Editoriaux - Politique - Réflexions - 19 novembre 2019

Une astuce des dirigeants politiques : en prévision de situations inextricables, écrivez deux lettres…

Partout, la situation sociale est explosive ; serait-ce dû à l’effet amplificateur de médias qui ne colportent que les mauvaises nouvelles ou à la médiocrité des dirigeants déconnectés des réalités ? Le point commun des mouvements de contestation est la défaillance de la puissance publique omnipotente, qui n’en finit pas d’enfler pour s’imposer toujours plus dans la vie privée des individus, sans en avoir la légitimité ni la capacité.
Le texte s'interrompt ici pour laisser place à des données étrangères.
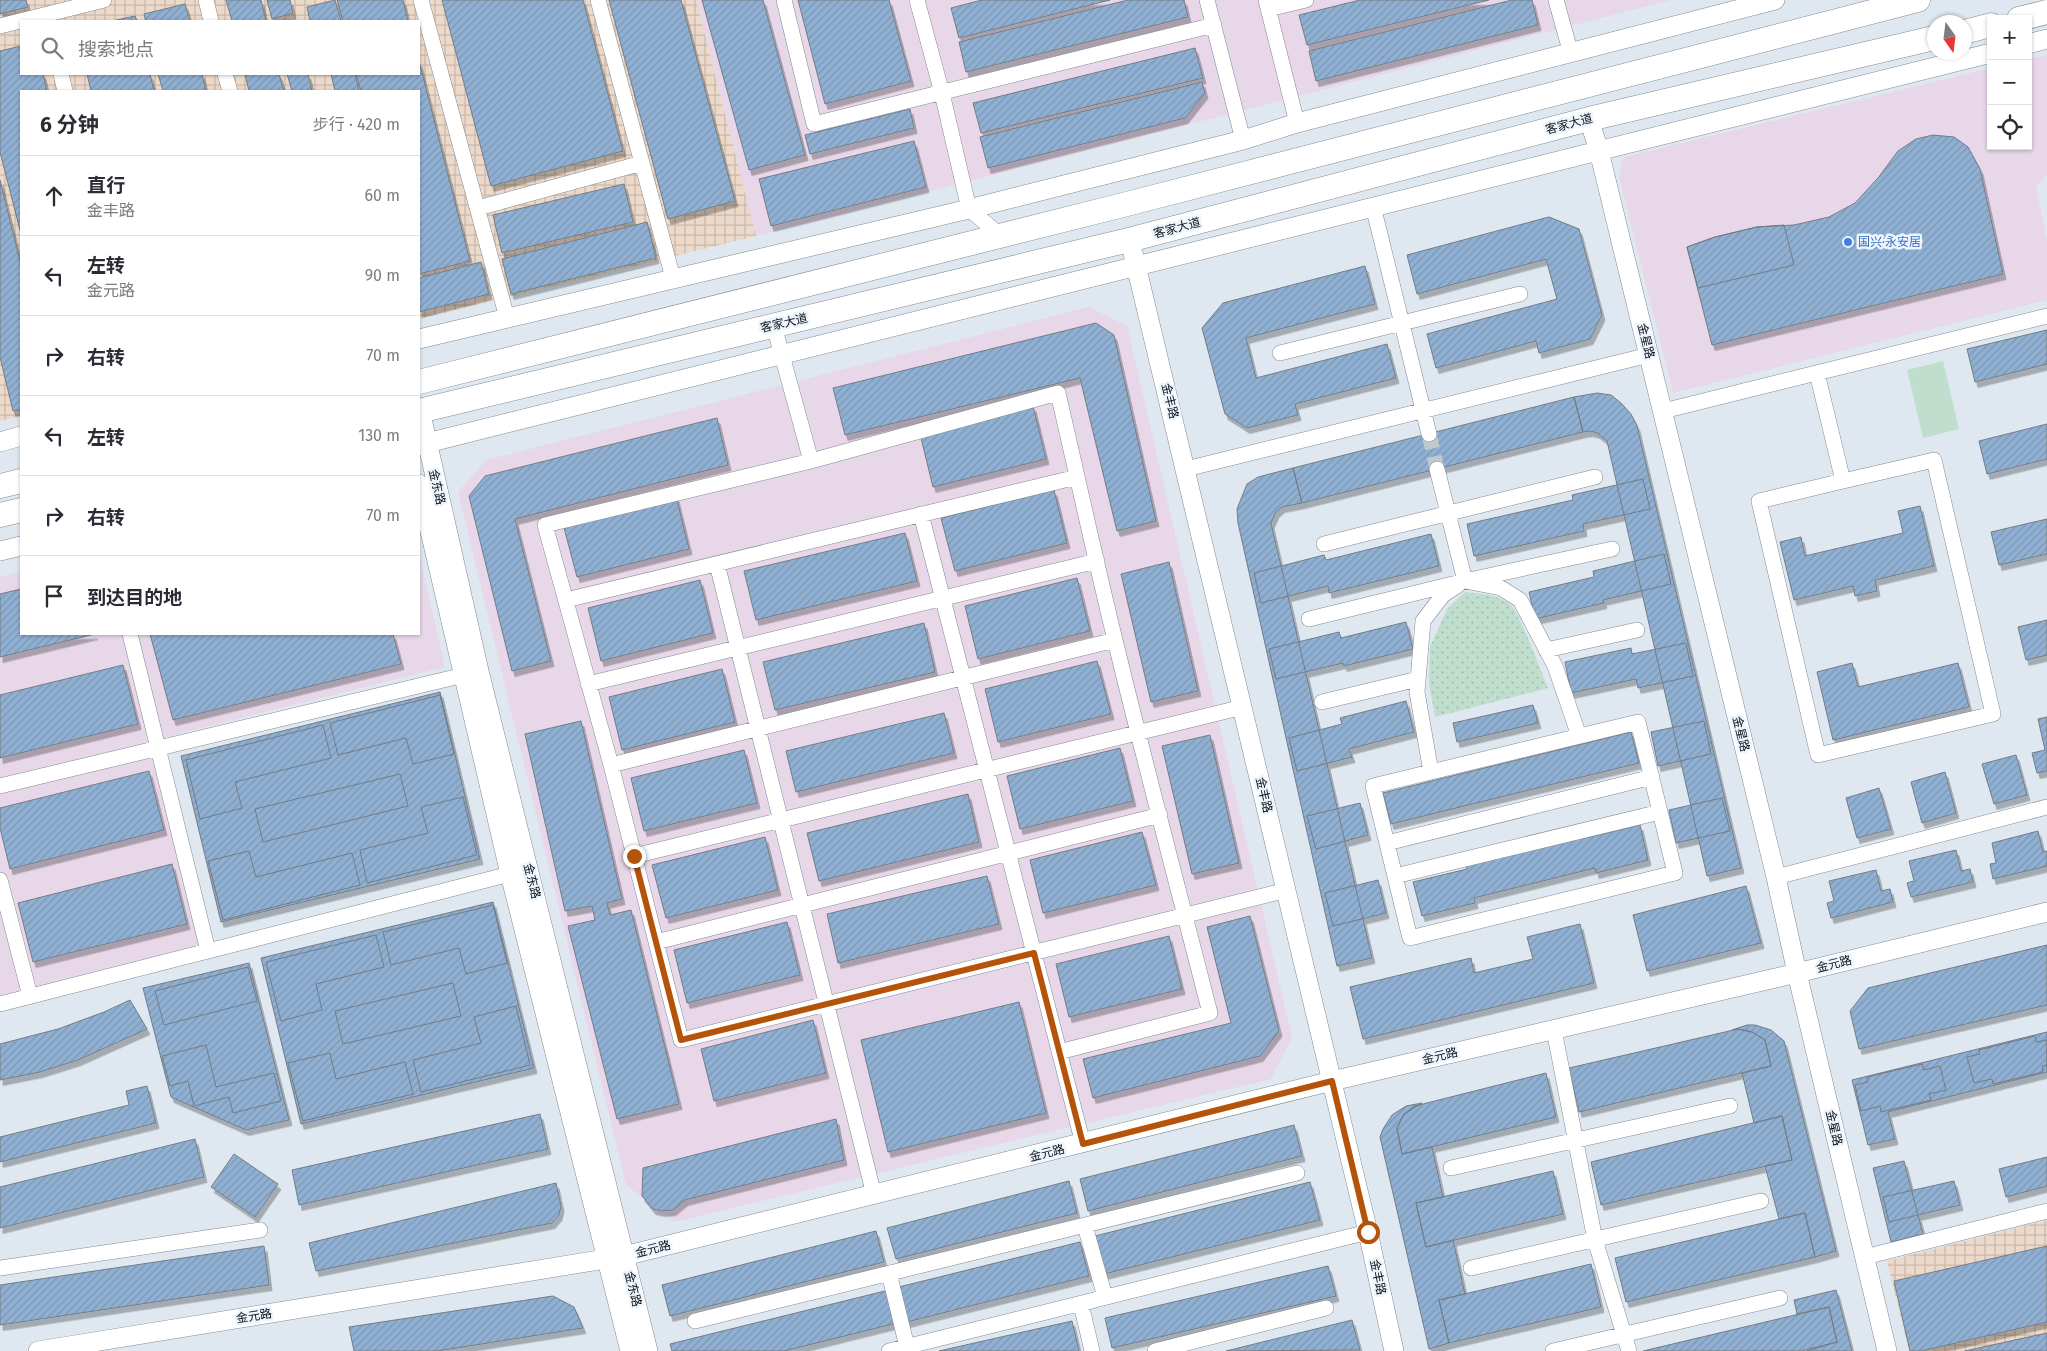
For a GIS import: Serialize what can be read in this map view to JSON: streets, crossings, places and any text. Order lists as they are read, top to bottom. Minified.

Les sommets internationaux se succèdent sans effet, tel le Forum international de Dakar pour la sécurité et la paix en Afrique, qui vient de démontrer, pour sa sixième édition annuelle, sa totale inutilité alors que la situation ne fait qu’empirer. Le Premier ministre français Édouard Philippe y a déclaré, comme par ironie involontaire : « Nous ne sommes pas réunis ici pour effectuer un exercice d’autosatisfaction, mais pour regarder la situation en face. Dans sa nuance et, parfois, dans sa vérité plus cruelle. » Tout en restituant solennellement au président du Sénégal l’épée symbolique du djihad au Sahel d’El Hadj Oumar Tall, fondateur de l’éphémère Empire toucouleur (1848-1893), combattant acharné de la colonisation.

Si la France croit, dans ce geste repentant, obtenir des gages d’apaisement des djihadistes, elle se trompe. S’il s’agit de restituer discrètement le patrimoine culturel africain réclamé à cor et à cri par les pays africains, il faudra des siècles de cadeaux diplomatiques pour en écouler les stocks.

En France, le gouvernement ne fait que constater, impuissant, qu’il n’est en phase avec aucune catégorie de la population. « La société a changé », expliquent, penauds, ceux qui n’ont pas d’élément d’explication ; comme si c’était inéluctable, non modifiable. Il aurait peut-être fallu réfléchir avant de tout casser.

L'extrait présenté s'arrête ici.